The first part of this chemical diptych was the development of live cell compatible chemistry that would allow us to control and study the timing of antigen processing and presentation. For this, we used a chemical method that we had previously developed, that allowed us to chemically control the recognition event between a dendritic cell presenting a peptide and a T-cell that can recognize that particular peptide with chemical switches. We first spent considerable time trying to modify these reagents, so the chemistry could be applied to the study of vaccine like constructs, rather than very short model peptides that behave differently in the biological system. This required us to come up with new, rather leftfield, synthesis strategies.
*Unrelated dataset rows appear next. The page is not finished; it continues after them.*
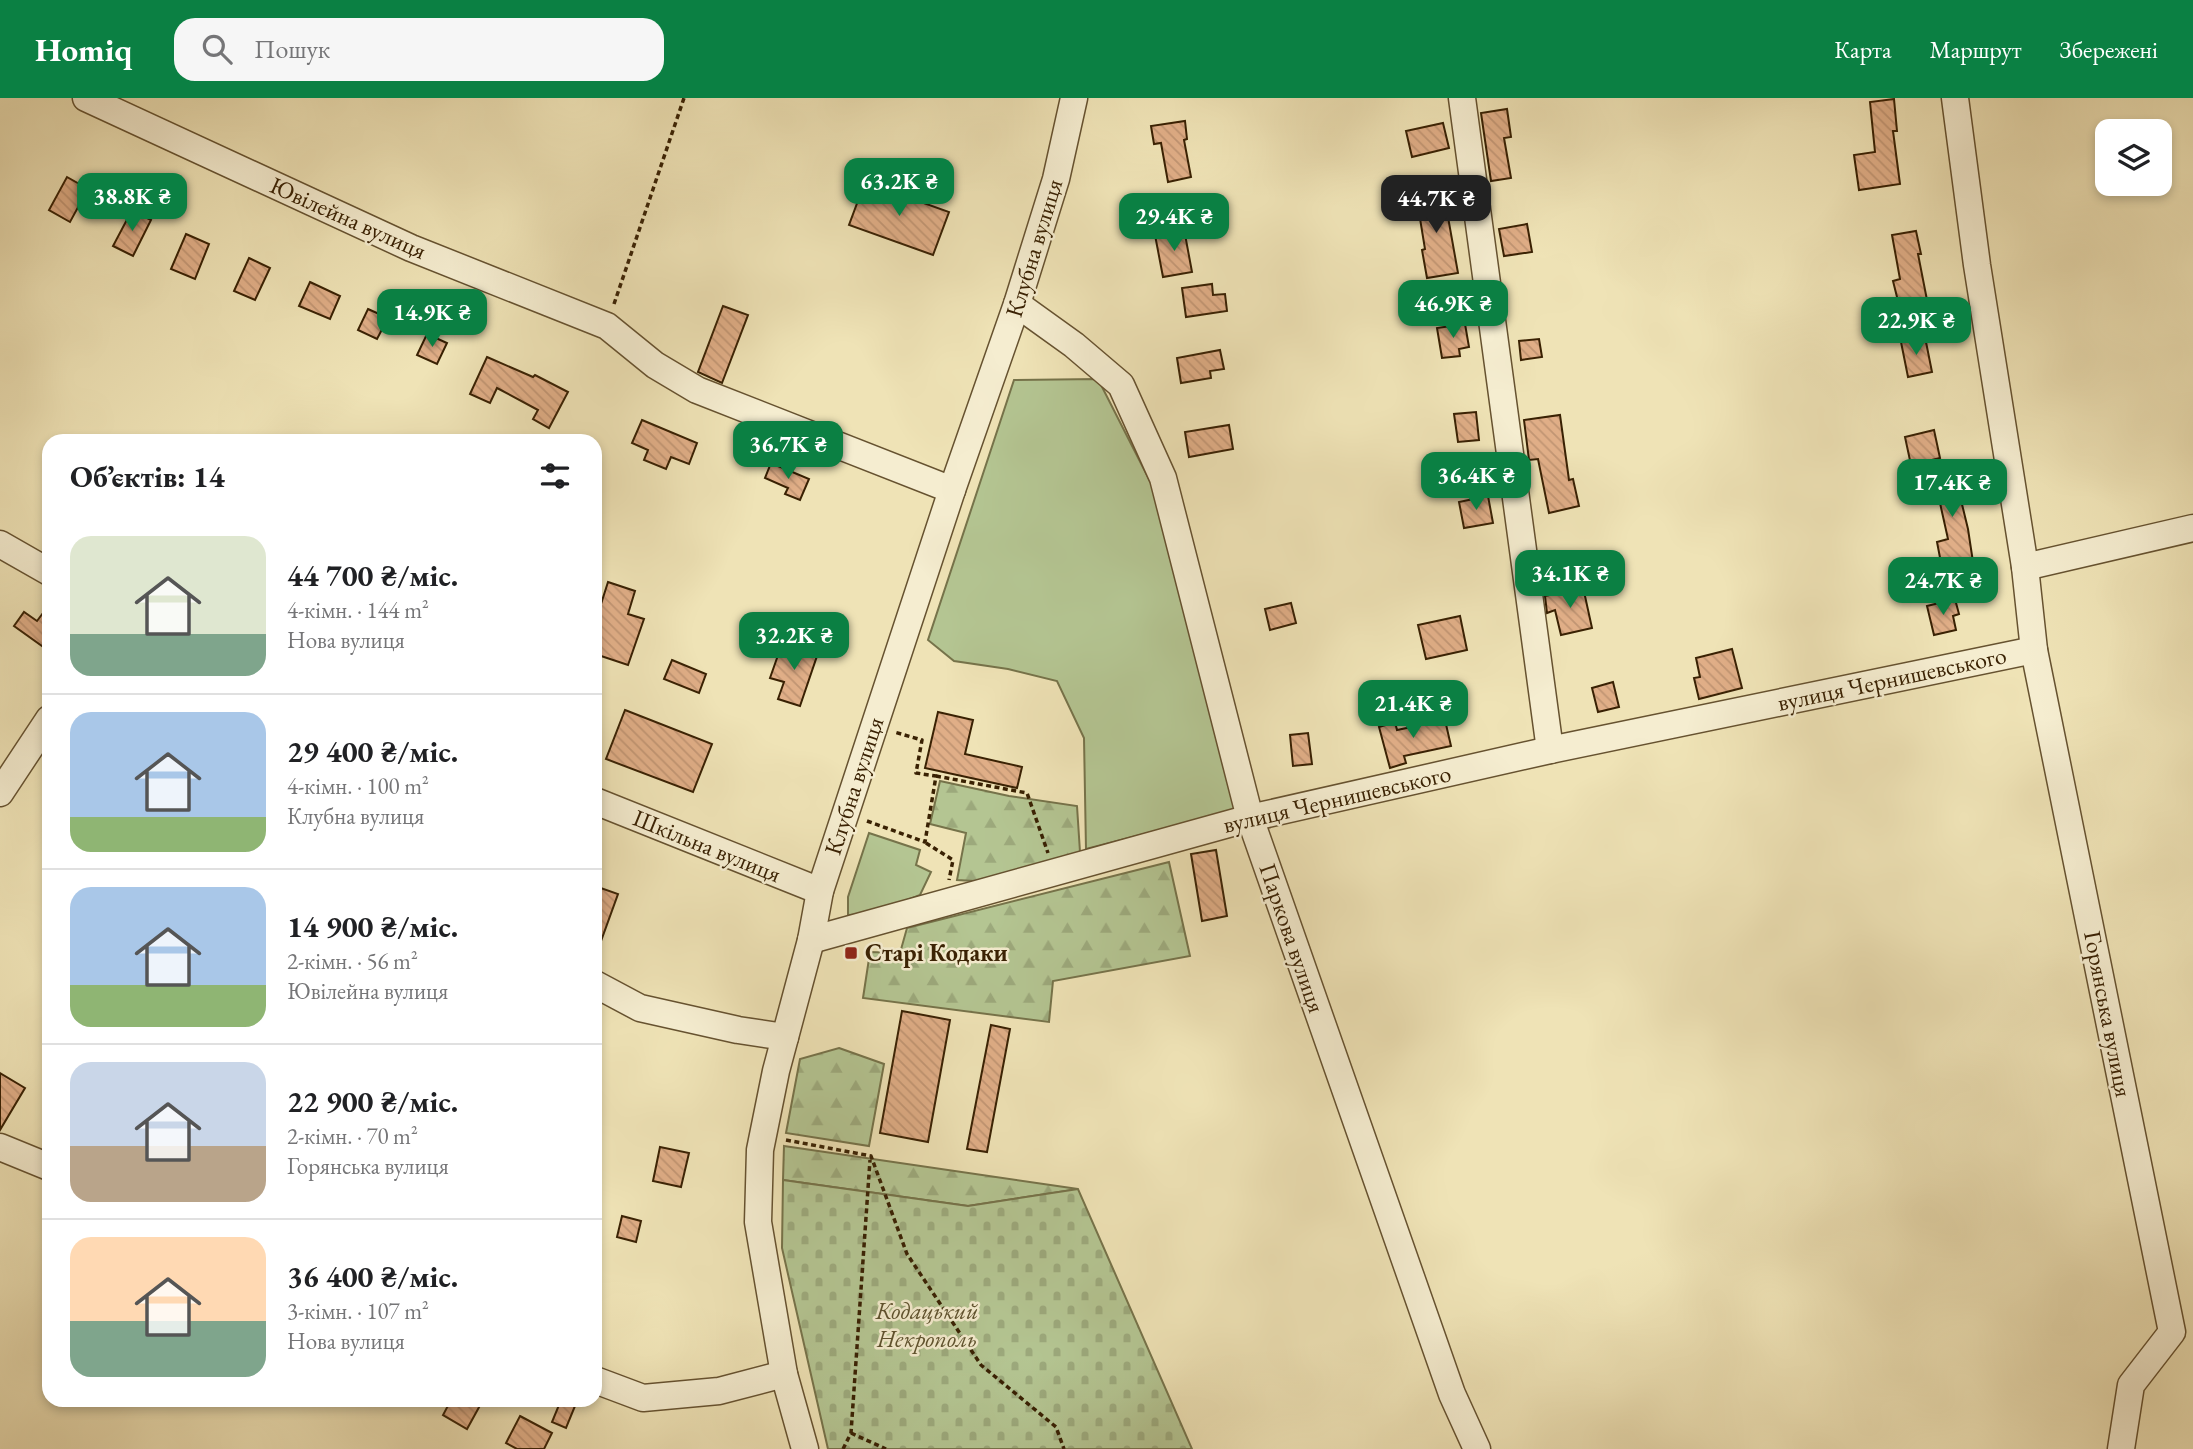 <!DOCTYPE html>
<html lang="uk">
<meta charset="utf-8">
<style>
body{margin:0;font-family:"EB Garamond",serif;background:#f6f6f6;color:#202124;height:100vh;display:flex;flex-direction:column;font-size:26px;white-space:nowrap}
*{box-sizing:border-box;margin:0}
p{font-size:23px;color:#757577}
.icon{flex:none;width:38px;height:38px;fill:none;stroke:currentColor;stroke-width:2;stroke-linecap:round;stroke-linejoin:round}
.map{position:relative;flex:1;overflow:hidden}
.side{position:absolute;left:42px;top:336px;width:560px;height:973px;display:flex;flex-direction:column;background:#fff;border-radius:21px;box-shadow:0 4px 10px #0003}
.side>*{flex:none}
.fabs{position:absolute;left:2095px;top:21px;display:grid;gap:14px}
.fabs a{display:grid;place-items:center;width:77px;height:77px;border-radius:14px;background:#fff;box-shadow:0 4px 10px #0003;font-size:35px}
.price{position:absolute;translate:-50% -60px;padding:0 16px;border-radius:14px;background:#0b8043;color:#fff;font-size:23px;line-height:46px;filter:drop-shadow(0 2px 4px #0008)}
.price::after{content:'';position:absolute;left:50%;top:42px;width:21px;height:16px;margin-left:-10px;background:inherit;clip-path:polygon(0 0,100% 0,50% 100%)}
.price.current{background:#222;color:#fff}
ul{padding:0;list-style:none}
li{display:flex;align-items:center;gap:21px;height:175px;padding:0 28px}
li+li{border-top:2px solid #e0e0e0}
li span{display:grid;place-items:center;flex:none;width:196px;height:140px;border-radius:21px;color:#555}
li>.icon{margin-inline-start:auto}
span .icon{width:84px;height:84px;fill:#fffc;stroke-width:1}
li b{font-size:30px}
h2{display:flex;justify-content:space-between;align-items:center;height:84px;padding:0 28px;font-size:30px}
header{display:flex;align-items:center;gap:42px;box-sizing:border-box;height:98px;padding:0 35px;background:#0b8043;color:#fff}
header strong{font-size:33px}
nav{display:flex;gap:38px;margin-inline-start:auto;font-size:24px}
.search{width:490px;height:63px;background:#f6f6f6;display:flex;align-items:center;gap:18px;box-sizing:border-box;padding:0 24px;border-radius:21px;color:#757577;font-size:26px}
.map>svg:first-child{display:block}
.green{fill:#b4c592;stroke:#76734a;stroke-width:2}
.forest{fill:url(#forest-firs);stroke:#76734a;stroke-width:2}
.cemetery{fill:url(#cemetery-stones);stroke:#76734a;stroke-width:2}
.building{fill:url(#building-back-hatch);stroke:#392103;stroke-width:2}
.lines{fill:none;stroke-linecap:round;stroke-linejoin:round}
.minor-casing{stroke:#665230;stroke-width:29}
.path{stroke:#392103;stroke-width:3.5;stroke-dasharray:5 3.5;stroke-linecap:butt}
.minor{stroke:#f5edd0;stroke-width:26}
.poi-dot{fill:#8f2418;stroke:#f5edd0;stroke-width:2.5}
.labels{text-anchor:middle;stroke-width:5;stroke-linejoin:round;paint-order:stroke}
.street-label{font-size:24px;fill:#392103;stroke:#f5edd0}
.poi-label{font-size:24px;font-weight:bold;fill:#392103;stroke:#f5edd0;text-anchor:start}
.park-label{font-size:24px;font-style:italic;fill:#5e522e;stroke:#f5edd0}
</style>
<header>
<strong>Homiq</strong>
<div class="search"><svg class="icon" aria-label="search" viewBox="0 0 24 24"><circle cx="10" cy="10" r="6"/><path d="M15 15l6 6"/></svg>Пошук</div>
<nav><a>Карта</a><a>Маршрут</a><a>Збережені</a></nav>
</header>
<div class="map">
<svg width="2193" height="1351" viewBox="0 0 2193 1351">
<defs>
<pattern id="forest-firs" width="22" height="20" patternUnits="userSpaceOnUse" patternTransform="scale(1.75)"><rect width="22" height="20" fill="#b4c592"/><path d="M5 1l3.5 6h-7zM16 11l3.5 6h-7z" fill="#9ca97c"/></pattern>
<pattern id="cemetery-stones" width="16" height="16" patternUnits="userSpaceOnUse" patternTransform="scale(1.75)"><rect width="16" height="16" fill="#b4c592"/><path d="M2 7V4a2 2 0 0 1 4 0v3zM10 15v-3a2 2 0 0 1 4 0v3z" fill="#9ca97c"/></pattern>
<pattern id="building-back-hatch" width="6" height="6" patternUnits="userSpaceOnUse" patternTransform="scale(1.75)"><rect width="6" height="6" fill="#e0ae87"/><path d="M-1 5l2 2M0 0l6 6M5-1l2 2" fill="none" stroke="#c19573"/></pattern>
</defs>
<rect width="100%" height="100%" fill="#efe3b6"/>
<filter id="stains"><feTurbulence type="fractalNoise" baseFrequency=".00286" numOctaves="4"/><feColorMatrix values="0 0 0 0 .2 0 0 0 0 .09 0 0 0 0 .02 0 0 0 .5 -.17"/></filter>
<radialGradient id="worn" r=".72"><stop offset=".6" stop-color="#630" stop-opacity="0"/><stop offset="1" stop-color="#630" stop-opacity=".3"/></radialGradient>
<g class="green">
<polygon points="1098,281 1154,391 1241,711 1086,751 1084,640 1057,583 1008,571 954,563 928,542 1014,282"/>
<polygon points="869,735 920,752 916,767 931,774 920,797 872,816 848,817 848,799"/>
</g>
<g class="forest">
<polygon points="940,683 1009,698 1077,708 1080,754 992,784 957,782 966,735 930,726"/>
<polygon points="1169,764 1190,858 1053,883 1049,924 863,900 870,854 900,855 907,830"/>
<polygon points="839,950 884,966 869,1048 786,1035 800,961"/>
<polygon points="784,1048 1078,1091 968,1108 783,1082"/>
</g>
<polygon class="cemetery" points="783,1082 968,1108 1078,1091 1192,1351 828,1351 782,1150"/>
<g class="building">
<polygon points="1894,1 1897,33 1893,33 1900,86 1859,92 1854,57 1875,54 1870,4"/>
<polygon points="1507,11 1511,39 1504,40 1511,80 1491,83 1481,15"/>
<polygon points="1185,23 1187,41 1184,42 1191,79 1168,84 1161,45 1154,46 1151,28"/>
<polygon points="1443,25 1449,50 1412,59 1406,33"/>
<polygon points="67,79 88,91 70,124 49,112"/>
<polygon points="865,84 949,114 933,157 849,127"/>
<polygon points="1443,91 1458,175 1427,180 1422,152 1425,151 1416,96"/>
<polygon points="132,112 151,122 133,158 113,148"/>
<polygon points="1527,126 1532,154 1504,158 1499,131"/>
<polygon points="1184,131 1192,174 1163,179 1155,137"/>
<polygon points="1916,133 1921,156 1918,156 1927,202 1899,207 1893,183 1900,181 1892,137"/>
<polygon points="186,136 209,146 195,181 171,171"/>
<polygon points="249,160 270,170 255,202 234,193"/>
<polygon points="310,184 340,198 330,221 299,208"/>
<polygon points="1212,186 1213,197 1225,196 1227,213 1186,219 1182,190"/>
<polygon points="723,208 748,217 722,285 698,274"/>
<polygon points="368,211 388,220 377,241 358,232"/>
<polygon points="1465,226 1469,249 1459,251 1460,258 1442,260 1437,230"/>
<polygon points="427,236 447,245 437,266 417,257"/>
<polygon points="1925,239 1932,274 1908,279 1901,244"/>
<polygon points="1539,241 1542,259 1521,262 1519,243"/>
<polygon points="1220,252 1224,271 1210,273 1211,280 1181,285 1177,260"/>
<polygon points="487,259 533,279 535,277 568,294 549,330 533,321 538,312 497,290 490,305 470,296"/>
<polygon points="1476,314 1479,342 1458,344 1454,316"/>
<polygon points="1560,317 1569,382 1573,381 1579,408 1549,415 1538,361 1529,362 1524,322"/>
<polygon points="642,322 697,345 689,366 671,359 666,371 644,362 648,352 632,345"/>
<polygon points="1229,327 1233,351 1189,359 1185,334"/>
<polygon points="1934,332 1940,360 1911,367 1905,339"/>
<polygon points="771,365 809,381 800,402 785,396 788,390 765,380"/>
<polygon points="1952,365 1968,431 1973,464 1942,470 1937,444 1948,441 1932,369"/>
<polygon points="1488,398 1493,425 1464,430 1459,404"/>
<polygon points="608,484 635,493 628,516 644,521 628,567 595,556 595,525"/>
<polygon points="1583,489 1592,530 1561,537 1555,512 1547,515 1545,498"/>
<polygon points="1955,501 1959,516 1953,518 1956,532 1934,537 1927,508"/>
<polygon points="1291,505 1296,525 1270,532 1265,511"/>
<polygon points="49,507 49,553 14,528 24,514 37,523"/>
<polygon points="1460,518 1467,552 1426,561 1418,527"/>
<polygon points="783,543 818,555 800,608 778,601 784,584 770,580"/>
<polygon points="1732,551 1742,590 1699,601 1694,580 1700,579 1696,560"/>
<polygon points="672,562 706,576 699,595 664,581"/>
<polygon points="1613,584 1619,609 1598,614 1592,590"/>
<polygon points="625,612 712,646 693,694 606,661"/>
<polygon points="938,614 973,622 965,656 1022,669 1017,690 925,670"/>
<polygon points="1445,622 1451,648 1404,658 1406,665 1390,670 1379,629 1395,624 1397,632"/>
<polygon points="1308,635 1312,666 1293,668 1290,637"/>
<polygon points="1216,752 1227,818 1202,823 1191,756"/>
<polygon points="595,788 618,796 597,854 595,853"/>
<polygon points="902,913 950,922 928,1044 880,1035"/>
<polygon points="991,927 1010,931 987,1054 967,1051"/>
<polygon points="0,975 25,990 0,1032"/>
<polygon points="660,1049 689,1055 681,1089 653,1083"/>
<polygon points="622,1118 641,1123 636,1144 617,1139"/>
<polygon points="451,1302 483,1302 467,1331 443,1317"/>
<polygon points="561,1302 575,1308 566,1330 552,1324"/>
<polygon points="520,1318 552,1335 544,1351 517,1351 506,1345"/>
</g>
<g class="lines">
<defs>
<g id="minor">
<polyline points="86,0 411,150 607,228 655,267 697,292 952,392"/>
<polyline points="1462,0 1550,652"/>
<polyline points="1955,0 1977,167 2025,469 2034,552 2172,1234 2131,1287 2121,1351"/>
<polyline points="1017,206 1074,247 1121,287 1163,380 1250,720 1452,1296 1477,1351"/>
<polyline points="0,446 49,474"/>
<polyline points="2025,469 2193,430"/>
<polyline points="0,695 49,621"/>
<polyline points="595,703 820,793"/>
<polyline points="811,842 1250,720 1550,652 2034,552"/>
<polyline points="595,886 640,910 738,932 785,939"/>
<polyline points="0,1049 49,1069"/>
<polyline points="595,1282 643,1300 719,1293 784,1276"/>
<polyline points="805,1351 784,1276 758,1124 760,1052 776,973 811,842 820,793 952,392 1017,206 1056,81 1074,0"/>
</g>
</defs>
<use href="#minor" class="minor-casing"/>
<g class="path">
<polyline points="614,206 684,0"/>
<polyline points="936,678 1027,695 1048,755"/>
<polyline points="867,723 925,744 936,678 916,675 922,642 894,634"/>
<polyline points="926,745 953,762 949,782"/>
<polyline points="786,1042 871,1058 907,1156 981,1267 1056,1329 1064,1351"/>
<polyline points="851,1335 886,1351"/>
<polyline points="843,1351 851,1335 870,1062"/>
</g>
<use href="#minor" class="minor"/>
</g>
<rect class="poi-dot" x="844" y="848" width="14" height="14" rx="3.5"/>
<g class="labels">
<g class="street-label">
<text transform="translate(348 120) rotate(24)" y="8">Ювілейна вулиця</text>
<text transform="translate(1034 150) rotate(-73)" y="8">Клубна вулиця</text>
<text transform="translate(1892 581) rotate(-12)" y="8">вулиця Чернишевського</text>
<text transform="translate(854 688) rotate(-72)" y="8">Клубна вулиця</text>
<text transform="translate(1337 701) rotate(-13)" y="8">вулиця Чернишевського</text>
<text transform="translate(707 748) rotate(22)" y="8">Шкільна вулиця</text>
<text transform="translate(1292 840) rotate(71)" y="8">Паркова вулиця</text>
<text transform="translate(2108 916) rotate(79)" y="8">Горянська вулиця</text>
</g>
<g class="poi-label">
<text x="865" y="863">Старі Кодаки</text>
</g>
<g class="park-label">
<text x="927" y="1221">Кодацький<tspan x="927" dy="28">Некрополь</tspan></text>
</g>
</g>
<rect width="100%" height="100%" filter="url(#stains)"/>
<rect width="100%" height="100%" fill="url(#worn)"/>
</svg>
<div class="fabs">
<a><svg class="icon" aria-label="layers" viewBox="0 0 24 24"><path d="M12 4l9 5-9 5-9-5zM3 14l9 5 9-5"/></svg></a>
</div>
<b class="price" style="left:899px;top:120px">63.2K ₴</b>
<b class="price" style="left:132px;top:135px">38.8K ₴</b>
<b class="price current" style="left:1436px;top:137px">44.7K ₴</b>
<b class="price" style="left:1174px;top:155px">29.4K ₴</b>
<b class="price" style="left:1453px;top:242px">46.9K ₴</b>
<b class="price" style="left:432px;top:251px">14.9K ₴</b>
<b class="price" style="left:1916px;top:259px">22.9K ₴</b>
<b class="price" style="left:788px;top:383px">36.7K ₴</b>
<b class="price" style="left:1476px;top:414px">36.4K ₴</b>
<b class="price" style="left:1952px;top:421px">17.4K ₴</b>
<b class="price" style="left:1570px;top:512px">34.1K ₴</b>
<b class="price" style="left:1943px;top:519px">24.7K ₴</b>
<b class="price" style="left:794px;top:574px">32.2K ₴</b>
<b class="price" style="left:1413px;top:642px">21.4K ₴</b>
<section class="side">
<h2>Об’єктів: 14<svg class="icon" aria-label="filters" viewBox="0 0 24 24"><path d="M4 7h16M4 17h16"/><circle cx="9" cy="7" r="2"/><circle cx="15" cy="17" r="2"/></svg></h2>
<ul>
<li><span style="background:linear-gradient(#dfe7d0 70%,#7fa58c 0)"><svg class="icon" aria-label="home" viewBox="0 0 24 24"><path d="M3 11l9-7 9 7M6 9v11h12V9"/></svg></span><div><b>44 700 ₴/міс.</b><p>4-кімн. · 144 m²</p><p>Нова вулиця</p></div></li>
<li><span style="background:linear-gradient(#a9c7e8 75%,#8fb573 0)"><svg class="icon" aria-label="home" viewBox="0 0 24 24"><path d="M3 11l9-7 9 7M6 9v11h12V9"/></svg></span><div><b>29 400 ₴/міс.</b><p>4-кімн. · 100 m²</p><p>Клубна вулиця</p></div></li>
<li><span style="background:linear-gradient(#a9c7e8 70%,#8fb573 0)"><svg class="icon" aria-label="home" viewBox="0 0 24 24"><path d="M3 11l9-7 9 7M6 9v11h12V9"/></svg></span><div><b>14 900 ₴/міс.</b><p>2-кімн. · 56 m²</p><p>Ювілейна вулиця</p></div></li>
<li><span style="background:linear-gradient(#c9d6e8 60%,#b9a48a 0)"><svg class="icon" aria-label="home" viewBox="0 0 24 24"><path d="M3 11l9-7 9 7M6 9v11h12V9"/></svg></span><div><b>22 900 ₴/міс.</b><p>2-кімн. · 70 m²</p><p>Горянська вулиця</p></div></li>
<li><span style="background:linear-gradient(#ffd9b3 60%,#7fa58c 0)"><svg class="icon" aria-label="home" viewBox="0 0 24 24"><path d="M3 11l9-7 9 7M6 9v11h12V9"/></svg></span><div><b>36 400 ₴/міс.</b><p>3-кімн. · 107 m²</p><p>Нова вулиця</p></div></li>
</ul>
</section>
</div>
The manuscript for this work should see the light of day in 2023.
This live cell (and whole mouse compatible) chemistry, combined with these new vaccine-reagents, now allow us to give a vaccine at a point in time, and ‘activate’ the peptides that are on the cell surface at any given point in time after the vaccination. This method is allowing us to now study (in a dish first, and soon in a mouse) how fast and how persistent this process is. But also whether there are any differences in vivo in how long a product remains on the cell surface. This will hopefully give us refreshing new insights in the antigen timing conundrum. We have one manuscript covering this work under review at present, and have an additional one being readied for submission.
For the second part of the project – in which we aim to follow the routing of an antigen inside a dendritic cell – we have also developed new methodology first that we are currently applying to the study of the subcellular route of the cytotoxic T-cell-activating peptides. The first method to do so used click chemistry: antigens (peptide, protein or whole cell) were modified with click-reactive groups and followed during their path inside an immune cell (first paper:
https://pubs.rsc.org/en/content/articlehtml/2021/cb/d1cb00009h(opens in new window)). We used, for example, a new method called bioorthogonal-correlative light-electron microscopy in which the click signal from the antigen is positioned on an electron micrograph of the same cell and can tell us in which organelle it resides (
https://pubs.acs.org/doi/full/10.1021/acscentsci.0c00539(opens in new window)). We were the first in the world to develop this method, and the first to combine it with super-resolution microscopy. In addition, we have come up with another new method to study antigen degradation with click chemistry. Using a new background-free retrieval method to pull the partially degraded antigen from a dendritic cell lysate we can quantify how it has been degraded (
https://doi.org/10.1002/cbic.202300082(opens in new window)). This allows us to study the speed and nature at which this degradation occurs under different conditions in vivo.
Aside from these two main research lines, we have had some collateral successes resulting from this Consolidator Grant. In collaboration with Ton Schumacher at the NKI, we have made a new chemical reagent that allows us to ‘tag’ individual T-cells in primary human tumour material for downstream sequencing (
https://www.nature.com/articles/s41589-021-00839-x(opens in new window)). Together with Lorenzo Albertazzi of the TU-Eindhoven, we have also started looking at the biochemistry of uptake of antigen and the speed at which this occurs. For this we developed a completely new method that, for the first time, allows us to quantify the on and off rates of weak binding events on the surface of a living cell (
https://www.nature.com/articles/s41589-021-00896-2(opens in new window)). A third collateral breakthrough, this time from a collaboration with Linda Sinclair (University of Dundee) and David Finlay (Trinity College Dublin), occurred from a control compound. We found that we could use clickable metabolites to study changes in the nutrient fluxes by immune cells that are being activated. In this manner we could image glutamine uptake activity in primary immune cells (only available as preprint at present:
https://www.biorxiv.org/content/10.1101/2022.09.29.510040v1.abstract(opens in new window)) and also that of fatty acids (
https://onlinelibrary.wiley.com/doi/full/10.1002/ange.202207640(opens in new window)).
All these mainline and collateral successes are helping me take small steps towards my career goal of understanding the T-cell activation biology at the single molecule level.